Financial institutions want your money. To encourage you to choose their services, they offer financial incentives. If you make money when you deposit, save, or invest your cash, that’s known as return. But financial return comes in different forms, depending on how it’s earned.
Banks provide customers with a place to store their money in return for the opportunity to loan out or invest that money for profit. When you deposit your cash into a checking or savings account with your bank it may earn interest – a financial reward in return for lending your money. The interest rate offered by the bank often depends on factors such as economic conditions and other interest rates in the market. Savings accounts usually give higher interest because you’re less likely to withdraw your money, so the bank is freer to use it.
When you invest your money, you are purchasing an asset in the hope that it will grow in value over time. There are a few different ways that that can happen.
When a company makes a profit it can invest those funds back into the business or it can return the value to its shareholders. When value is returned this is generally in the form of a dividend – a cash payment to everyone that owns shares in the company. You can find out more here.

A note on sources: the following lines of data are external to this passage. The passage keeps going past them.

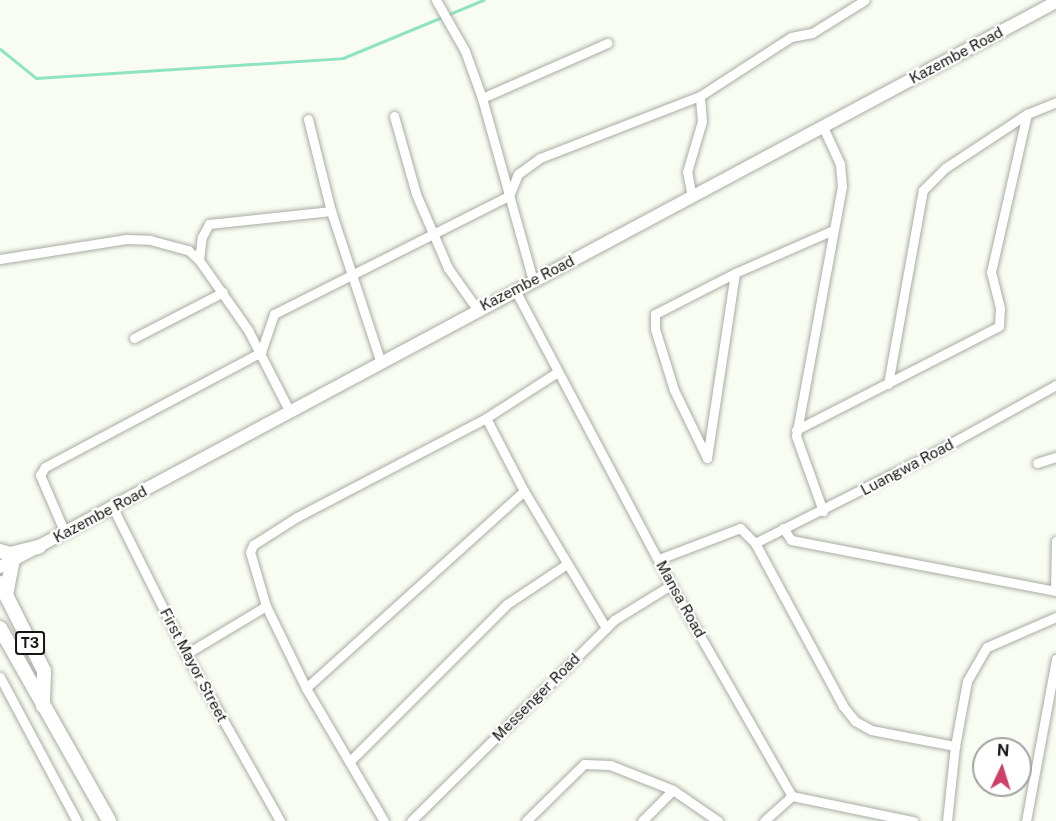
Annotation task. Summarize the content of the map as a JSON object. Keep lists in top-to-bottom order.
{
  "streets": {
    "highway": ["T3"],
    "main road": ["Kazembe Road"],
    "street": [
      "Luangwa Road",
      "Mansa Road",
      "First Mayor Street",
      "Messenger Road"
    ]
  },
  "crossings": [
    ["Kazembe Road", "Mansa Road"],
    ["Kazembe Road", "First Mayor Street"],
    ["Mansa Road", "Messenger Road"]
  ],
  "north": "top"
}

Usually when you purchase a financial asset, its price is determined by the market. Over time the market may consider the asset to be worth more than when you bought it. An extreme example of this is Bitcoin, which has been in the news for its fluctuating valuation. When the valuation rises, it’s known as capital appreciation. You can find out more here.
A coupon is the payment of an agreed interest rate on a fixed income asset, otherwise known as a bond. It is usually paid on a semi-annual basis, and when the bond expires. The name ‘coupon’ derives from the physical coupons that used to be attached to the bond certificate. Bond holders would tear these off and redeem them for their regular payments. You can find out more here.
Remember: Return is intimately connected with risk.
Investments can provide higher returns than bank interest because you are taking a greater risk investing your money than saving it with the bank. If the return for investing and saving were the same, no one would invest. When considering that investing could provide a higher return, remember that no return is guaranteed, and people should only invest when they would be able to sustain losses.